**What is needed**
From the entries that follow, gather each line holding the word "overflow".

>>>

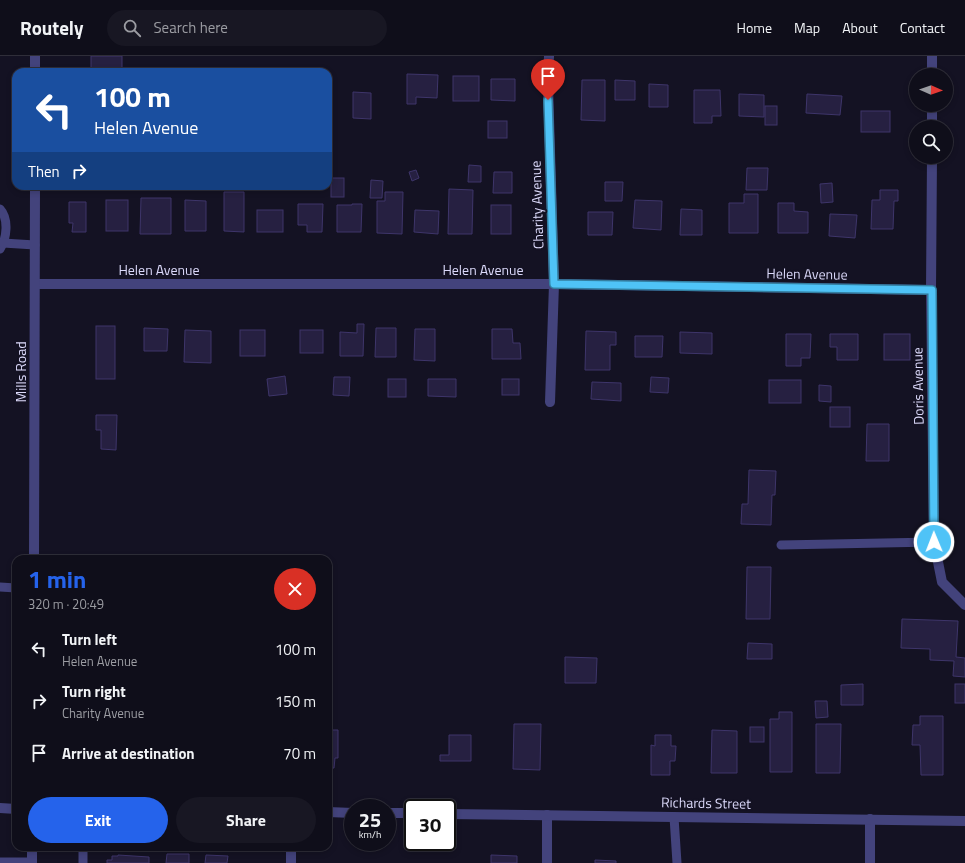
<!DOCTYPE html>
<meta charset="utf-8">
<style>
:root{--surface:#0f0e1a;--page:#181723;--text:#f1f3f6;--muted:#9b9ca2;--line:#2f2e39;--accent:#2563eb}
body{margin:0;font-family:"Titillium Web",sans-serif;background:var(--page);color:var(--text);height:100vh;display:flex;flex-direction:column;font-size:15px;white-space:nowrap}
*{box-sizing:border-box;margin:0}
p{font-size:13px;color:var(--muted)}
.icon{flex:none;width:22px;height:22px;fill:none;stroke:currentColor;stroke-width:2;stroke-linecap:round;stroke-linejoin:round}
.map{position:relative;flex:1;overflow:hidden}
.details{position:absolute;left:12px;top:499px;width:320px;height:296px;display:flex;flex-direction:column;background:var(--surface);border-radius:12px;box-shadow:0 2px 6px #0003,0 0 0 1px var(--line)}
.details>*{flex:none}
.banner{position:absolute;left:12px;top:12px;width:320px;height:122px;border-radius:12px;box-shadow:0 2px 6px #0003,0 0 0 1px var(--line);background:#1a4fa0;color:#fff;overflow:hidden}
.needle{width:26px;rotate:92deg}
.buttons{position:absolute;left:909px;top:12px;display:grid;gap:8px}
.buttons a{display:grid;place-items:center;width:44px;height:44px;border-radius:50%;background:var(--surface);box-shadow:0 2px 6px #0003,0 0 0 1px var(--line);font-size:20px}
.speed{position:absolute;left:344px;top:743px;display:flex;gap:8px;font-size:20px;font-weight:700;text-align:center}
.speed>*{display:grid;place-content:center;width:52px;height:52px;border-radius:50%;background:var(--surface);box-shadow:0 2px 6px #0003,0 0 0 1px var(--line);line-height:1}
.speed small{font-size:10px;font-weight:400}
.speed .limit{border:2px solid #111;border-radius:6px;background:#fff;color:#111}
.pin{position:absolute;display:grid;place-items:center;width:34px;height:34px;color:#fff;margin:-41px -17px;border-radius:50% 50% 50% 0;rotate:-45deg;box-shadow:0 0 4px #0007}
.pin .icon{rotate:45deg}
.me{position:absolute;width:44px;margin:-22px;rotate:359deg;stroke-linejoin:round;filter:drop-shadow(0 0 3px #0008)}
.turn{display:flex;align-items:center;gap:14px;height:84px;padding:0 16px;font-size:18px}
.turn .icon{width:52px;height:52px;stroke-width:2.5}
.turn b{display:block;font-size:28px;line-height:34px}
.then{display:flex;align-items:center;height:38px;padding:0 16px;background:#0003;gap:8px;font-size:15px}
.round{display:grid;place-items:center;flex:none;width:42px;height:42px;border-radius:21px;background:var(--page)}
.summary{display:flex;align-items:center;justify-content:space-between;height:68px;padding:0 16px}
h1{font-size:24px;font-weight:700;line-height:30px;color:var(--accent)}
.primary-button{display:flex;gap:8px;margin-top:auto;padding:8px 16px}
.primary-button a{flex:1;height:46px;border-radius:24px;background:var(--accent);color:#fff;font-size:16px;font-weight:700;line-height:46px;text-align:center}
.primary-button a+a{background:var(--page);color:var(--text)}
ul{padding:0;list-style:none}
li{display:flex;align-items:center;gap:12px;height:52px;padding:0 16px}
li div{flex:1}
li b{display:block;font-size:15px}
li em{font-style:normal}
header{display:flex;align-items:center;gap:24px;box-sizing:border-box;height:56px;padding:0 20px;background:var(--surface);border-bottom:1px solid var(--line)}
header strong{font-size:19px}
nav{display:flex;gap:22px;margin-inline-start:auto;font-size:14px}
.search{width:280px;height:36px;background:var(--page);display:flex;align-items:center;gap:10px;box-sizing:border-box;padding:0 14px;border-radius:22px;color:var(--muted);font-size:15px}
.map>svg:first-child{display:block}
.building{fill:#262041;stroke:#3e356a}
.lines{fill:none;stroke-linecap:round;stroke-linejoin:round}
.service{stroke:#43437c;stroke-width:9}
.minor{stroke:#43437c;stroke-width:10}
.tertiary{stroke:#43437c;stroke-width:10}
.route-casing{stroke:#337fa1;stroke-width:10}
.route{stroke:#4fc3f7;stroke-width:7}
.labels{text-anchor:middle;stroke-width:4;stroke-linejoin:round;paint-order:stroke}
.street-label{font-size:14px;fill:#dbd9fa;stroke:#141223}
</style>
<header>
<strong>Routely</strong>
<div class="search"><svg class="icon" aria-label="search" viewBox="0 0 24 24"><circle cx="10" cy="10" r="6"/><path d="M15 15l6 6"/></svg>Search here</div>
<nav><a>Home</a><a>Map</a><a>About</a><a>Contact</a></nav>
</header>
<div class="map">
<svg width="965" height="807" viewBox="0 0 965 807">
<rect width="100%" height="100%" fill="#141223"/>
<g class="building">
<path d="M91 0H122V16H96V14H91Z"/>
<path d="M407 18 438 19 437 42 416 41V48H407Z"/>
<rect x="453" y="20" width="26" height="25"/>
<path d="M491 23H515V45L491 44Z"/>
<path d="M582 24H605V65L581 64Z"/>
<path d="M615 24 635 25V44H615Z"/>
<path d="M649 28 668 29V51H649Z"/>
<path d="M694 34H720L721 60H712V67H694Z"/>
<path d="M353 36 371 37V63L353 62Z"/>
<path d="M739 38 764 39V61L739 60Z"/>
<path d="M807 38 842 40 840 59 806 57Z"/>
<rect x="765" y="50" width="12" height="19"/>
<rect x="861" y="55" width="29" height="21"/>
<rect x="488" y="65" width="19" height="17"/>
<path d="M469 109 481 110V126H468Z"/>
<path d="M747 112H768L767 134H746Z"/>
<path d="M416 114 419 122 412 125 409 116Z"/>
<path d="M494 116H512V137H493Z"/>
<rect x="331" y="122" width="13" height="19"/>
<path d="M371 124 383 125 382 142H370Z"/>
<path d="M605 126H623L622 145H605Z"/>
<path d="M832 127 833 146 821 147 820 128Z"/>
<path d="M449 133 473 134 472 178H448Z"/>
<path d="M880 134H898V145H894L893 173H871L872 144H880Z"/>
<path d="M224 136H244V176L224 175Z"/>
<path d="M385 136H403L402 178 377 177V145H385Z"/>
<path d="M744 138H758V177H729V147H744Z"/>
<path d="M141 142H171V178H140Z"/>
<rect x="106" y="144" width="22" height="31"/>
<path d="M185 144 206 145V175H185Z"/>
<path d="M635 144 662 145 661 174 633 172Z"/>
<path d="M69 146H86V176H72L73 167H69Z"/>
<path d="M778 147H794V155L808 156V177H778Z"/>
<path d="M298 148H323L322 176H307V169H298Z"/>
<path d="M352 148H362L361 176H337V149H352Z"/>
<rect x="491" y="149" width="20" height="29"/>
<path d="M681 153 702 154V179H680Z"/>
<rect x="257" y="154" width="26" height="22"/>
<path d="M415 154 439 155 438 178 414 176Z"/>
<path d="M588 156H613L612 179H588Z"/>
<path d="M830 158 857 159 855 182 829 180Z"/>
<path d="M357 268H364L363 300H340V276L357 277Z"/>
<rect x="96" y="270" width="19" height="53"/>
<path d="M144 272 168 273 167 295H144Z"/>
<path d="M376 272H396V301H375Z"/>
<path d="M415 273H435V305L414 304Z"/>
<path d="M492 273H512L513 287H520L521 303H492Z"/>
<path d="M185 274 211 275V307L184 306Z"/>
<rect x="240" y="274" width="25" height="26"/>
<rect x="300" y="274" width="23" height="23"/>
<path d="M586 275 616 276V289H610V314H585Z"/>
<path d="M680 276 712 277V298L680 297Z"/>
<path d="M786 278H811L810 302H801V310H786Z"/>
<path d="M830 278H858V304H837V291H830Z"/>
<rect x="884" y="278" width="26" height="26"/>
<path d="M635 280H663L662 301H635Z"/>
<path d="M285 320 287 338 269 340 267 323Z"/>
<path d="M334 321H350L349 340 333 339Z"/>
<path d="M651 321 669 322 668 337 650 336Z"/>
<rect x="388" y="323" width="18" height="18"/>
<path d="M428 323H456V341L428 340Z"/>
<rect x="502" y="323" width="17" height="16"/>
<rect x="769" y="324" width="32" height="23"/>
<path d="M592 326 621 327V345L591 343Z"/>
<path d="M819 329 831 330V346L819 345Z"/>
<rect x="830" y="351" width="20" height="20"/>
<path d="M96 359H117L116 394 101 393V374H96Z"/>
<path d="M867 368H889V405H866Z"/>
<path d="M749 414 776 415 775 439H772L771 469 741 468 742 448H748Z"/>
<path d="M747 511H771L770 563H746Z"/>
<path d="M902 563 958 565 956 601 965 602V621L953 620 954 605 930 604V593L901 592Z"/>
<path d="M748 587 772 588V603H747Z"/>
<path d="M565 601 597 602 596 627H565Z"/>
<path d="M863 628V649H841V629Z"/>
<rect x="955" y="628" width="10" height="19"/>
<path d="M815 645H827L828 661 816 662Z"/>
<path d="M779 656H792V716H770V663H779Z"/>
<path d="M920 660H943V719H921L920 689H912L913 669H920Z"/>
<path d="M514 668H541L540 714 513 713Z"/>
<path d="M816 668H841L840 717H816Z"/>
<rect x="750" y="671" width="14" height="15"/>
<path d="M328 674H338V702H335L334 712H328Z"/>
<path d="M712 674 737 675V717H711Z"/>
<path d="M449 679H471V705H440V699H449Z"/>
<path d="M655 679H671V690H676L675 705H670V719H651V689L655 690Z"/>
<path d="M167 798H189V807H166Z"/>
<path d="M118 799 149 801V807H107V804H112V800H118Z"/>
<path d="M206 799 228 800 227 807H205Z"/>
<path d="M491 799 517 800V807H491Z"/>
<path d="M595 804 616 805V807H595Z"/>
</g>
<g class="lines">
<g class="service">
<path d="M0 153C9 163 7 182 0 193"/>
<path d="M3 187 35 189"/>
<path d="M781 489 934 486"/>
<path d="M0 531 16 532"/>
<path d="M674 761 677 807"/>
<path d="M83 791V807"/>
<path d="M0 806H32"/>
</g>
<g class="minor">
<path d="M549 0 548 29 554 228 550 346"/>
<path d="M932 19V0"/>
<path d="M932 71V49"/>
<path d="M932 101 931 234 934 486 942 526 965 549"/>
<path d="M35 228H554L931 234"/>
<path d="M291 807V791"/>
<path d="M547 807V759"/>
<path d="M870 807V763"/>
</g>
<g class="tertiary">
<path d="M35 0V16"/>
<path d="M34 503 35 130"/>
<path d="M0 752 16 753"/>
<path d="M328 756 353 757"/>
<path d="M387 757H413"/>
<path d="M447 758 965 765"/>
<path d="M32 807V791"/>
</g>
</g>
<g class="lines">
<g class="route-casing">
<path id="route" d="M548 44 554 228 932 234 934 486"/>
</g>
<use href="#route" class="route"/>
</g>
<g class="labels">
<g class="street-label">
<text transform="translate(537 149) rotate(-92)" y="5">Charity Avenue</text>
<text x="159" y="219">Helen Avenue</text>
<text x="483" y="219">Helen Avenue</text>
<text transform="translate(807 218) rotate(1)" y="5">Helen Avenue</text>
<text transform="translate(21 316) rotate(-90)" y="5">Mills Road</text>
<text transform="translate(918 330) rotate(-91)" y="5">Doris Avenue</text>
<text transform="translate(706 747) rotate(1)" y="5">Richards Street</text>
</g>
</g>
</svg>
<div class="buttons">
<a><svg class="needle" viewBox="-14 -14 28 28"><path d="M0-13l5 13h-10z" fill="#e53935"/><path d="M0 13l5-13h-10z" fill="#9b9ca2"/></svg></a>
<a><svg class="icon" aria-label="search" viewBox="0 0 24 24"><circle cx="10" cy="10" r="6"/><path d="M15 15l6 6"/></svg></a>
</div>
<div class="speed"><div>25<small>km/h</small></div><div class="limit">30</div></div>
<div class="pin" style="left:548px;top:44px;background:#d93025"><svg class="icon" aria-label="arrive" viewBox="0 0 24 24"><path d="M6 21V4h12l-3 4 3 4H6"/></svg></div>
<svg class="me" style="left:934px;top:486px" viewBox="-20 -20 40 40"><circle r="17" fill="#4fc3f7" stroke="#fff" stroke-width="3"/><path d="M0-11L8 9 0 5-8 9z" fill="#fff"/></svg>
<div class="banner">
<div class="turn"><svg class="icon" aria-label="left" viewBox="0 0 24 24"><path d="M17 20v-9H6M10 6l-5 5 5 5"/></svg><div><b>100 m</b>Helen Avenue</div></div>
<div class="then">Then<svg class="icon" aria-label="right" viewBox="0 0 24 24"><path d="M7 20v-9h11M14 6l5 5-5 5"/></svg></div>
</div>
<section class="details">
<div class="summary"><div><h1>1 min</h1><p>320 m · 20:49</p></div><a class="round" style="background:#d93025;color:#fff"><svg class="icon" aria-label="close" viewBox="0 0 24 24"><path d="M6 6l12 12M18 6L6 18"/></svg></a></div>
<ul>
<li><svg class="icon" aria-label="left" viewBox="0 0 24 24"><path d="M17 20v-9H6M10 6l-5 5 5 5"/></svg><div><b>Turn left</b><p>Helen Avenue</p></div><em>100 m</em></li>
<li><svg class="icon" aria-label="right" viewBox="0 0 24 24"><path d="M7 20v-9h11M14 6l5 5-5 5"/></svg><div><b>Turn right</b><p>Charity Avenue</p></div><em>150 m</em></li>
<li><svg class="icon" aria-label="arrive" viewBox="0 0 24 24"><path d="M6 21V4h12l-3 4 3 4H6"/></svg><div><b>Arrive at destination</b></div><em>70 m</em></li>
</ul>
<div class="primary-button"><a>Exit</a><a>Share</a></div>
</section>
</div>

<<<

**The completed task**
.map{position:relative;flex:1;overflow:hidden}
.banner{position:absolute;left:12px;top:12px;width:320px;height:122px;border-radius:12px;box-shadow:0 2px 6px #0003,0 0 0 1px var(--line);background:#1a4fa0;color:#fff;overflow:hidden}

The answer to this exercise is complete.